Written by admin | Apr, 16, 2013

sp-500-4-std-dev-oversoldAs expected the market bounced rather sharply from its recent plunge which took the S&P 500 to 4-standard deviations below the 50-day moving average.   We had stated in previous missives and blogs that this would most likely be the case and that this would get the bulls all excited that somehow stocks were now the place to be again for the “long term”.

Honestly, this completely baffles me for several reasons.   1) Stocks, as an asset class, have been the worst performing asset class for the last decade.   Yet investors still chase them hoping to garner riches; 2) markets never move in one direction, however, the overall “trend” is much more important than daily variations of price; and 3) while valuations based on a trailing, reported earnings are essential to long term value investing – valuation models are horrible timing devices and you can lose a lot of money before being right.

I bring this up for several reasons but primarily because there has been a litany of articles published during the last week touting everything from the yield curve, earnings yields and forward valuations as a reason to jump back into stocks now.   Of course, the problem with all of these is that those measures, in a bear market, can wind up costing investors a LOT of money over time.

In recent missives we have dispelled the myths of the Equity Yield vs. Treasury Yields as an indicator of “value” in the markets.   Furthermore, low interest rates and a steep yield curve, when artificially manipulated is yet to be seen as being a reason to pay a premium in terms of multiples for stocks.

Let me be VERY clear.   At Streettalk Advisors, we are fundamental value investors.   Fundamental value, based on trailing, reported, earnings determines “WHAT” we buy.   However, the key to successful long term investing, and particularly when navigating highly volatile secular bear markets as the one we are in now and will continue to be in most likely for another decade, is the knowing the “WHEN” to buy.  

Therefore, once we have determined the “WHAT” to buy we must employ a set of tools to not only determine the “WHEN” to buy, but also, the “WHEN” to sell and the “WHEN” to just stay away.

For the sake of simplicity we will focus today only the S&P 500, but this same analysis holds true for any position, asset class or market.”

Individual investors do most of the damage to themselves by allowing emotions to override logical investing.  There have been many articles written about the rules of investing in the financial markets and the basics of them all center around 5 important concepts:

  1. Sell losing positions quickly
  2. Let winners continue to win – until they don’t any more.
  3. Never take on more risk than you can afford to lose.
  4. Always protect your capital investment by minimizing losses.
  5. Buy low and sell high.

Yet it is exactly these basic rules that investors continue to ignore and violate by buying into ideas like “dollar cost averaging”, “buy and hold investing”, etc.  

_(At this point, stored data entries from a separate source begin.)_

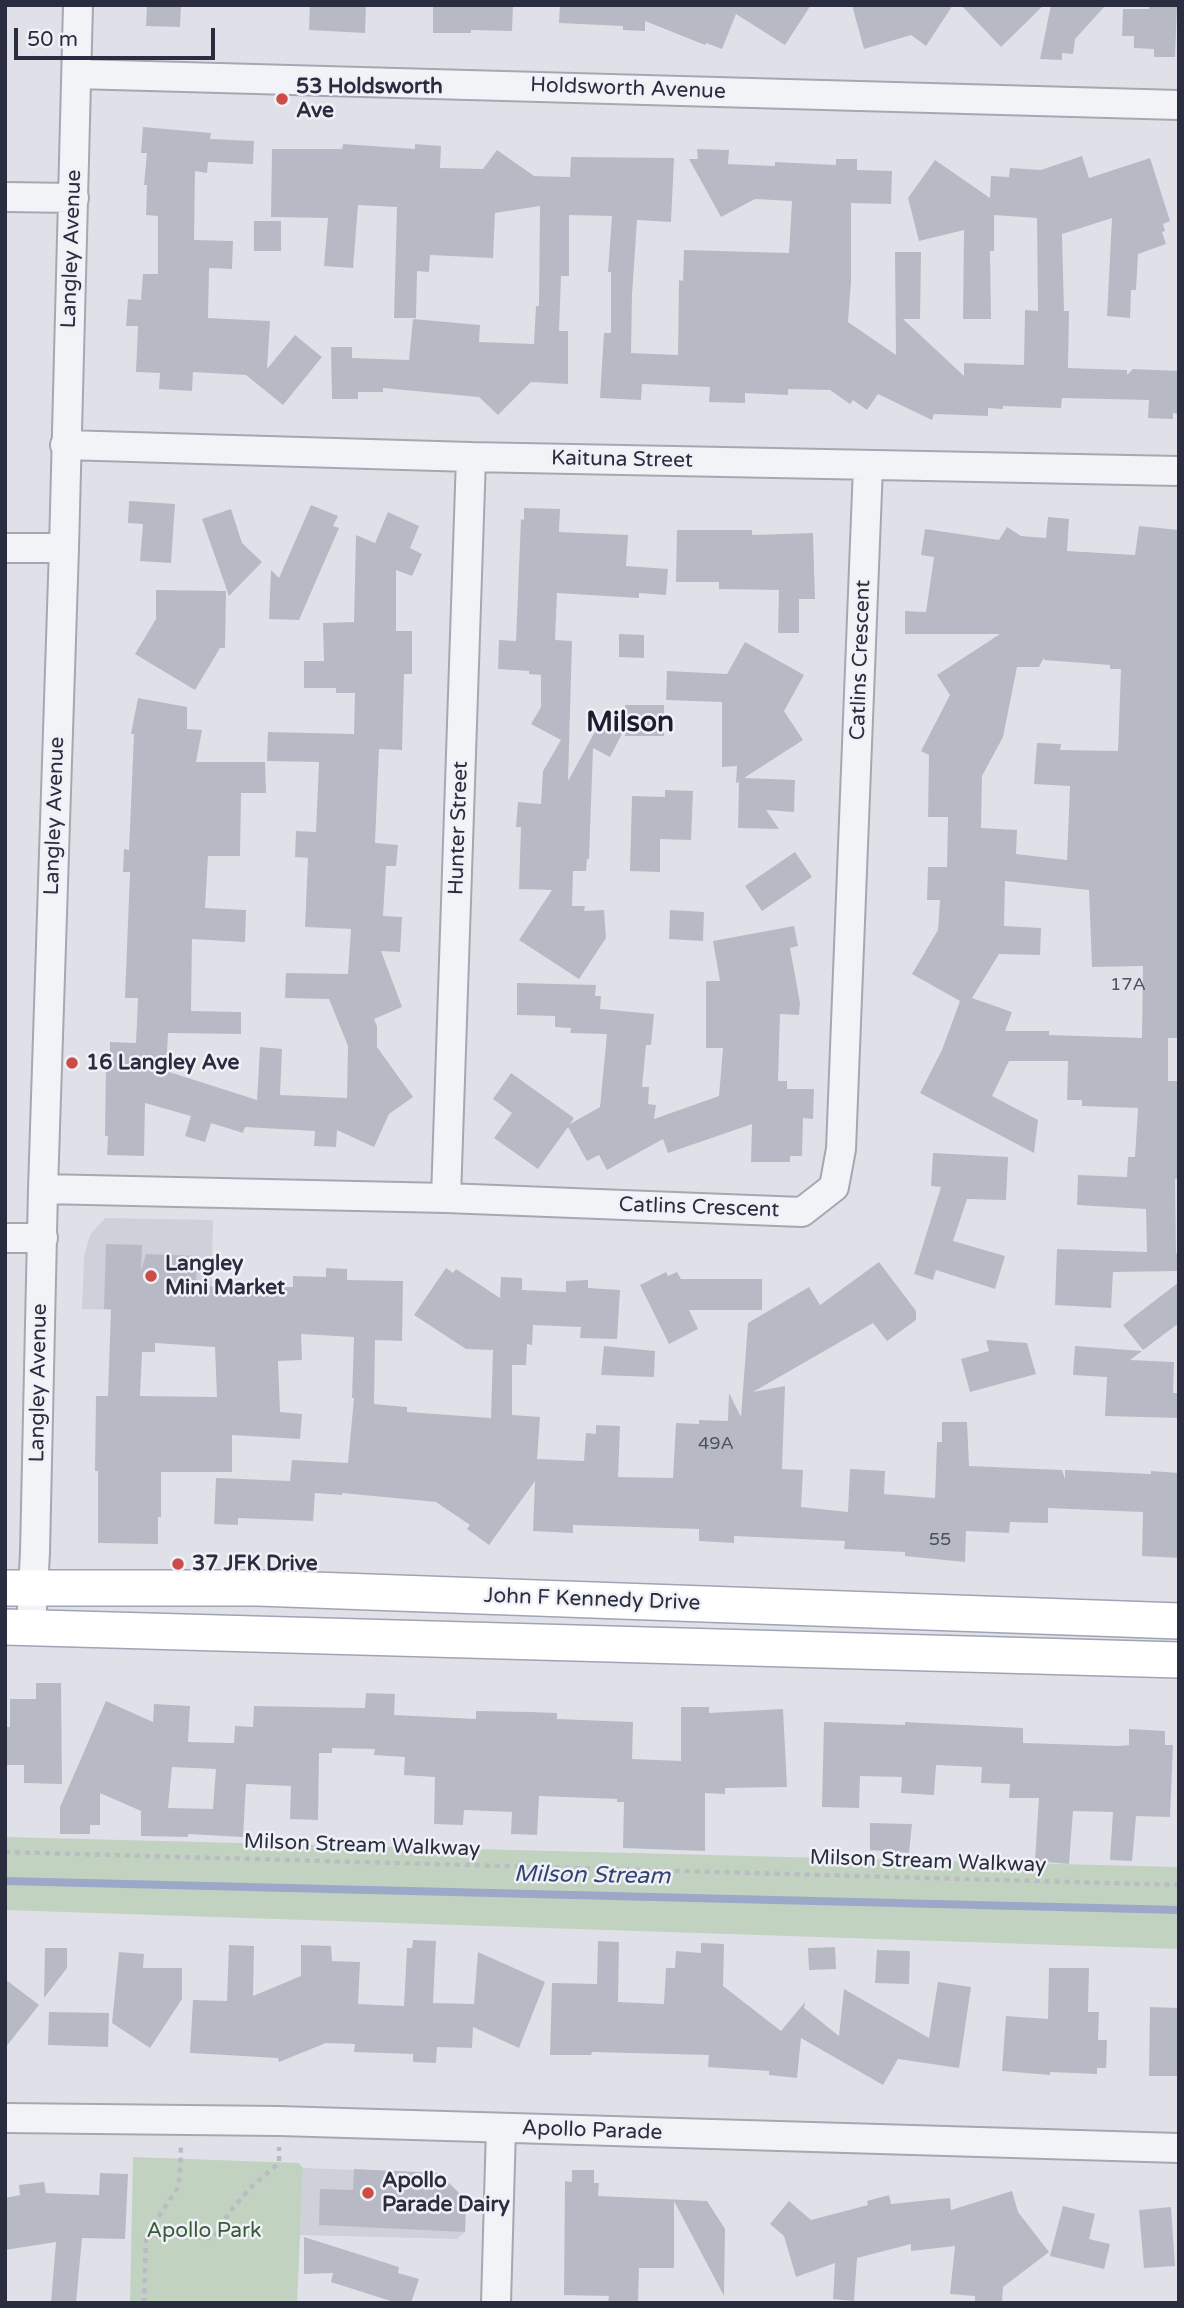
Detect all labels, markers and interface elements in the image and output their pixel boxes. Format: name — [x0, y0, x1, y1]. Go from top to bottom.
scale bar — [18, 14, 219, 58]
text: 50 m — [27, 27, 78, 52]
street label: Holdsworth Avenue — [530, 73, 726, 105]
place label: 53 Holdsworth Ave — [296, 74, 443, 124]
marker: 53 Holdsworth Ave — [274, 91, 290, 107]
street label: Langley Avenue — [57, 169, 87, 329]
street label: Kaituna Street — [551, 446, 693, 474]
street label: Catlins Crescent — [846, 579, 876, 741]
district label: Milson — [586, 707, 674, 741]
street label: Langley Avenue — [40, 736, 70, 896]
street label: Hunter Street — [444, 761, 474, 895]
house number: 17A — [1110, 974, 1146, 996]
place label: 16 Langley Ave — [86, 1050, 239, 1076]
marker: 16 Langley Ave — [64, 1055, 80, 1071]
street label: Catlins Crescent — [618, 1193, 780, 1223]
place label: Langley Mini Market — [165, 1251, 285, 1301]
marker: Langley Mini Market — [143, 1268, 159, 1284]
street label: Langley Avenue — [25, 1303, 53, 1463]
house number: 49A — [698, 1433, 734, 1455]
house number: 55 — [929, 1529, 951, 1551]
place label: 37 JFK Drive — [192, 1551, 318, 1577]
marker: 37 JFK Drive — [170, 1556, 186, 1572]
street label: John F Kennedy Drive — [483, 1584, 701, 1616]
street label: Milson Stream Walkway — [243, 1829, 481, 1863]
street label: Milson Stream Walkway — [809, 1845, 1047, 1879]
water label: Milson Stream — [514, 1861, 670, 1891]
street label: Apollo Parade — [521, 2116, 663, 2146]
place label: Apollo Parade Dairy — [382, 2168, 510, 2218]
marker: Apollo Parade Dairy — [360, 2185, 376, 2201]
park label: Apollo Park — [146, 2218, 262, 2244]

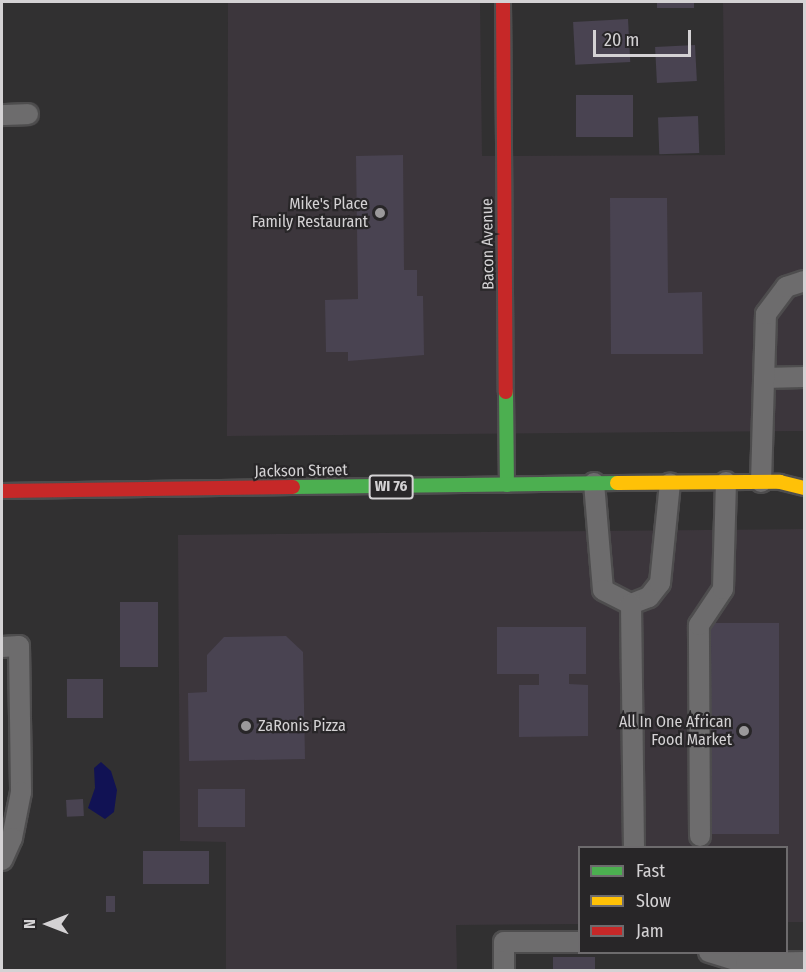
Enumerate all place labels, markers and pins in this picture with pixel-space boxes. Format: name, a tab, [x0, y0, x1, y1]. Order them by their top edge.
place label: Mike's Place Family Restaurant	[252, 194, 368, 232]
marker: Mike's Place Family Restaurant	[373, 206, 387, 220]
place label: All In One African Food Market	[619, 712, 732, 750]
place label: ZaRonis Pizza	[258, 716, 346, 736]
marker: ZaRonis Pizza	[239, 719, 253, 733]
marker: All In One African Food Market	[737, 724, 751, 738]

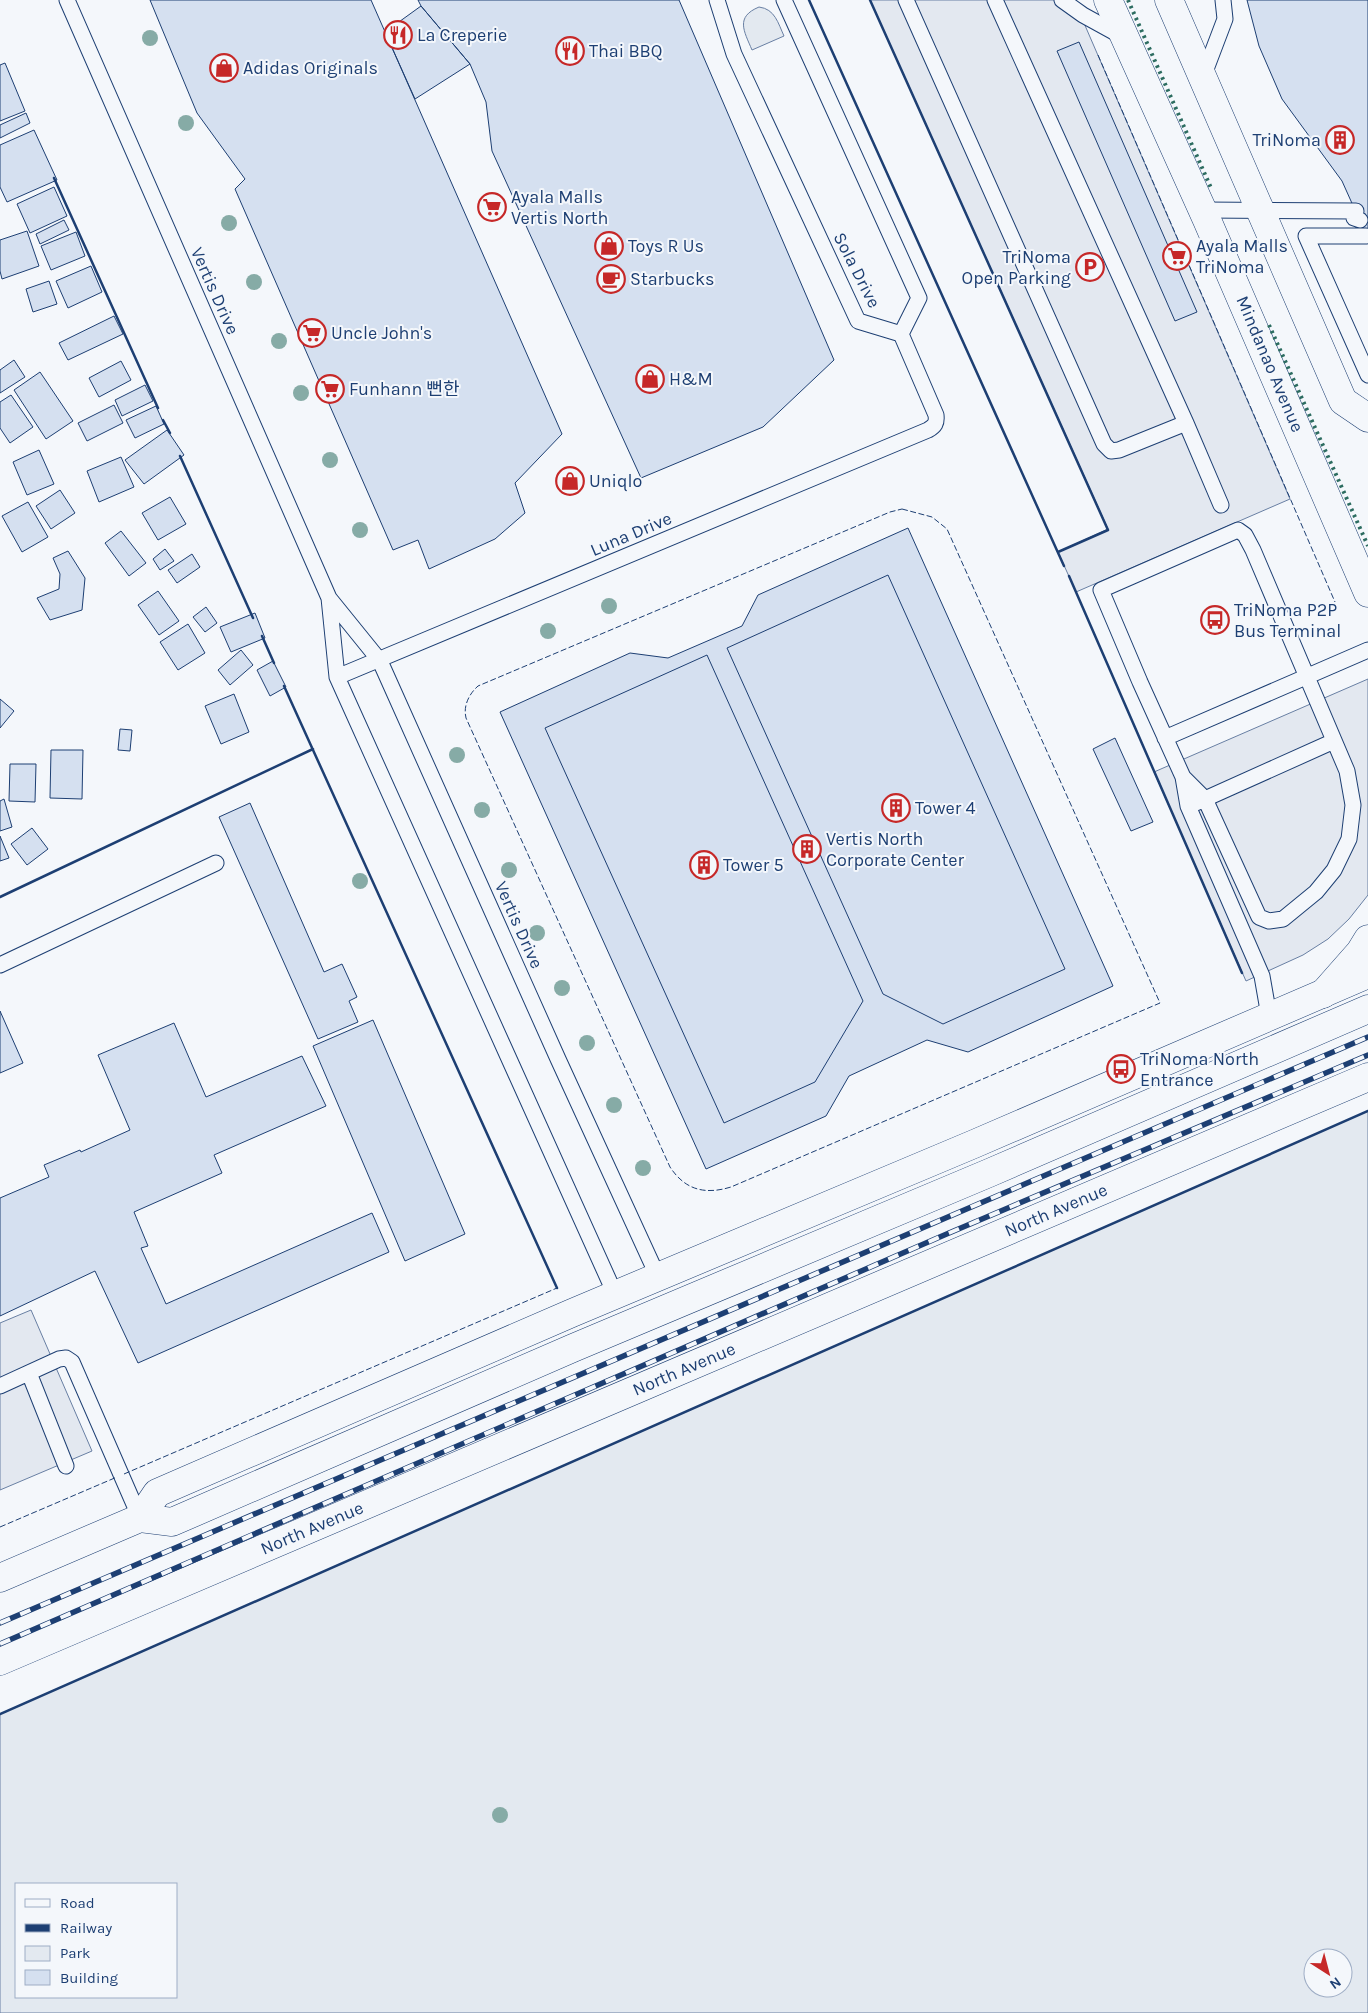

There is one major tenant that must always be honored if you are going to survive and prosper in investing over the long term – always protect your principal investment.  This does NOT mean you will never lose money when you are investing – you will.   If you are not willing to take losses in your portfolio – then you should not be investing to start with.   The unwillingness to take losses has led to more money being transferred out of individuals portfolios than at the point of a gun.   Losing money is part of the game…limiting how much you lose is what separates winners from losers.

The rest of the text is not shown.